++++ PROVIDED INFORMATION ++++

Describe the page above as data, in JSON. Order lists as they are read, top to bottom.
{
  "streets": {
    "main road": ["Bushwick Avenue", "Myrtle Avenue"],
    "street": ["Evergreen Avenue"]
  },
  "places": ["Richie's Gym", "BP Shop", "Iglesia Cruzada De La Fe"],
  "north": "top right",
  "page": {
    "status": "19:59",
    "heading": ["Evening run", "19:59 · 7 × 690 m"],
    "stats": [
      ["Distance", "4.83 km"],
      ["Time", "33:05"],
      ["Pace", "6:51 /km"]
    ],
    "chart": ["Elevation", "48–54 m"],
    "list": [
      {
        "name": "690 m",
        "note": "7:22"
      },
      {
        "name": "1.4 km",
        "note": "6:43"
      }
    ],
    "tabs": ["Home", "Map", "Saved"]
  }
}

++++

* _YOUR TASK_
Please return the records above exactly as they are written.

* _ANSWER SECTION_
Describe the page above as data, in JSON. Order lists as they are read, top to bottom.
{
  "streets": {
    "main road": ["Bushwick Avenue", "Myrtle Avenue"],
    "street": ["Evergreen Avenue"]
  },
  "places": ["Richie's Gym", "BP Shop", "Iglesia Cruzada De La Fe"],
  "north": "top right",
  "page": {
    "status": "19:59",
    "heading": ["Evening run", "19:59 · 7 × 690 m"],
    "stats": [
      ["Distance", "4.83 km"],
      ["Time", "33:05"],
      ["Pace", "6:51 /km"]
    ],
    "chart": ["Elevation", "48–54 m"],
    "list": [
      {
        "name": "690 m",
        "note": "7:22"
      },
      {
        "name": "1.4 km",
        "note": "6:43"
      }
    ],
    "tabs": ["Home", "Map", "Saved"]
  }
}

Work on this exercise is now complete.